In [2]:
## Import functions

import numpy as np  
import pandas as pd
np.set_printoptions(suppress=True) # Supress scientific notation when printing
import matplotlib.pyplot as plt
plt.rcParams['figure.figsize'] = [10, 5]
import seaborn as sns
from scipy.ndimage import gaussian_filter1d
import re # Regular expressions
import networkx as nx # Package for graph represenations 
from datetime import datetime, time 
import pygraphviz as gv


In [30]:
# def import_file(rat_filename, file_path = '../data/raw/', path2data = '../data/')
# """
#  Reads Rat HexMaze behavioural data from experiment logs.
#  Performs basic cleaning and sanity checks.
#  Re-organises in a pandas-friendly format, and returns pandas dataframe.
#  Import logs are also generated and saved at path2results path.
 
#  Parameters
#  ----------
#  arg1 : str
#      Filename of txt data with experimental logs for single rat
#  arg2 : str, optional
#      Path to where rat_filename is stored
#  arg3 : str, optional
#      Path to directory where import logs and re-organized csv should be saved

# Returns
# -------
# pandas dataframe with clean data

# """

## Set file names and paths
# Raw data directory
path2data = '../data/'
# Results directory
path2results = '../results/'
# Raw data file
rat_filename = '20210629_Rat5.txt'
# I usually have a directory for each project, with subfolders at least for
# for data (data), scripts (src), plots and other results (results), hence the paths specified below


# Set name for data import log file
today = datetime.now()
log_filename = 'import_log_' + today.strftime("%Y%m%d") + '.txt'
# Create/Overwrite log file (A new logfile will be created each day
# the script is run)   
with open(path2results + log_filename, 'w') as log_f:
    log_f.write('Import date: ' + today.strftime("%d-%m-%y") + '\n')
    log_f.write(list_all[0])

# Extract exp. date and Rat Id from file name (format: YYYYMMDD_RatX.txt)
filename_info = rat_filename.split('_')
exp_date = pd.to_datetime(filename_info[0]).date()
rat_id = filename_info[1].split('.')[0]

info_msg = 'Data from ' + rat_id + ' on ' + exp_date.strftime('%Y-%m-%d') + ' ('+ rat_filename + ')'
print('Loading ' + info_msg + ':')


# Open logfile again to start appending import logs
log_f = open(path2results + log_filename, 'a')
log_f.write('\n\n=========================================================================\n')
log_f.write(info_msg)
log_f.write('\n=========================================================================\n')
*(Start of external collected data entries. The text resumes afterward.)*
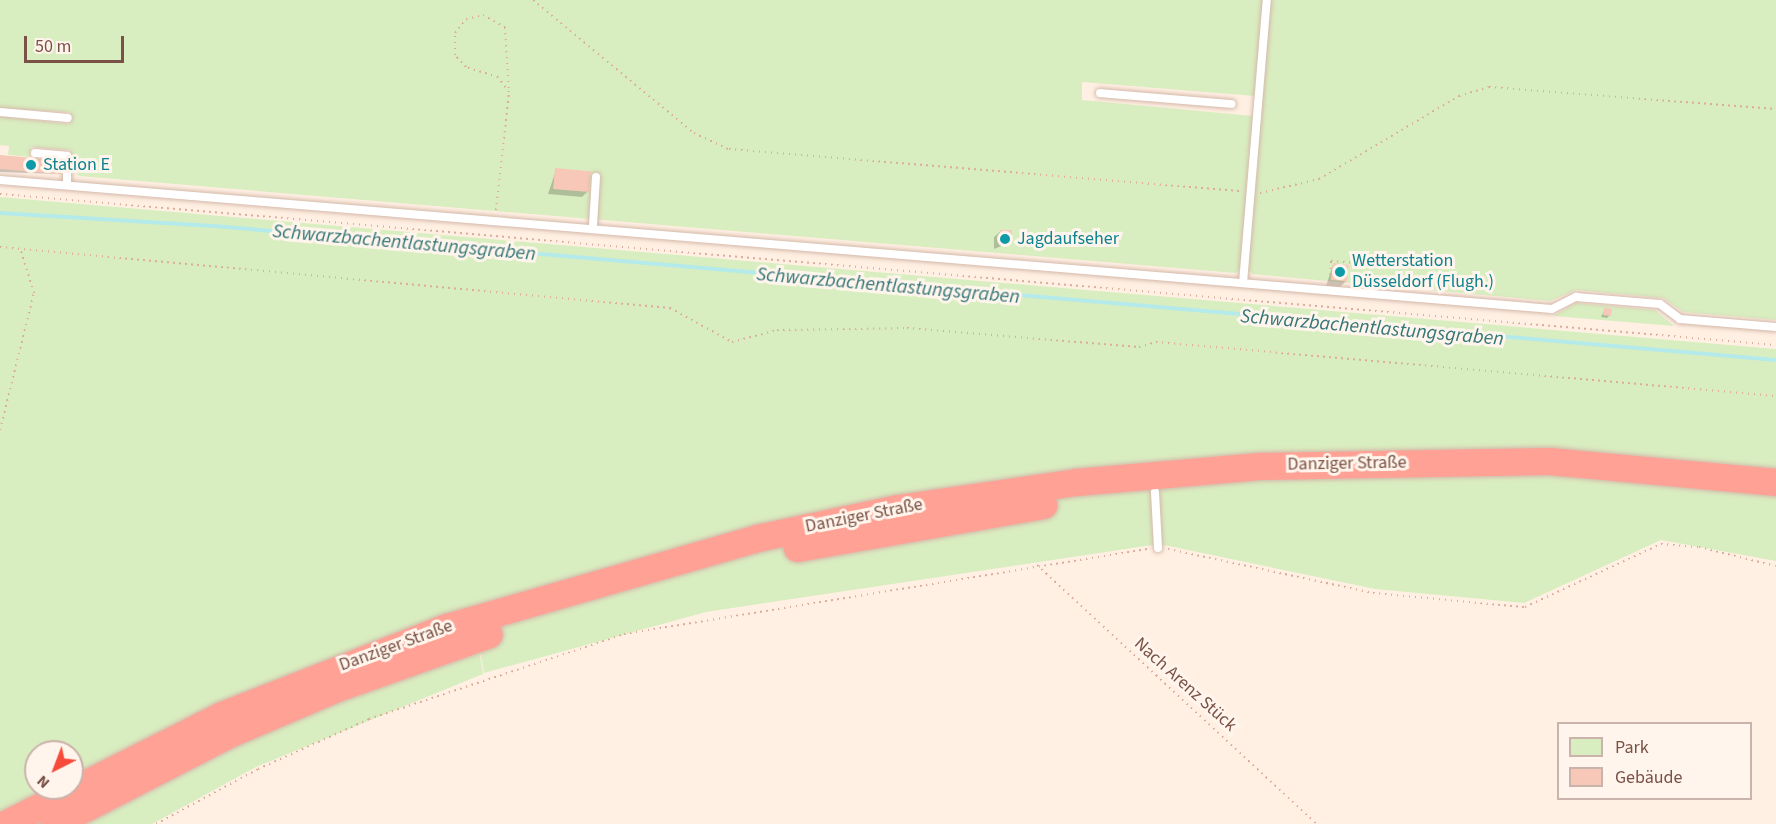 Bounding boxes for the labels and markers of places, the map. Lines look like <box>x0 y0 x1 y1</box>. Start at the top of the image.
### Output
place label: Station E <box>43 154 110 176</box>
marker: Station E <box>24 158 38 172</box>
place label: Jagdaufseher <box>1017 228 1119 250</box>
marker: Jagdaufseher <box>998 232 1012 246</box>
place label: Wetterstation Düsseldorf (Flugh.) <box>1352 251 1494 294</box>
marker: Wetterstation Düsseldorf (Flugh.) <box>1333 265 1347 279</box>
# Extract fileinfo to list_all
with open(path2data + rat_filename, 'r') as f:
    # Load all lines from file
    list_all = [x for k,x in enumerate(f.readlines())]
        
# Locate trial line boundaries and first trial line
list_tr_bb = [n for n, x in enumerate(list_all) if re.match(r'^Summary Trial', x)]
trial_headers = [x for n, x in enumerate(list_all) if re.match(r'^Summary Trial', x)]

# Add a final entry to list_tr_bb to mark end boundary of last trial
list_tr_bb.append(len(list_all))

info_msg = str(len(list_tr_bb)) + ' trials found initially\n'
log_f.write(info_msg)
print(info_msg)


### DATA CLENANING
# Data files contain duplicate lines and/or duplicate trials
# Find and remove them

# Look for duplicate trials to write info to log
dupe_trials = [x for n, x in enumerate(trial_headers) if x in trial_headers[:n]] # Get duplicate trial headers

info_msg = str(len(dupe_trials)) + ' duplicate trials found\n'

log_f.write(info_msg)
[log_f.write('Trial ' + x.split()[2]) for x in dupe_trials]
print(info_msg)
[print('Trial ' + x.split()[2]) for x in dupe_trials]


# Look for duplicate lines in general and remove them from list_all
dupe_lines = [n for n, x in enumerate(list_all) if x in list_all[:n]]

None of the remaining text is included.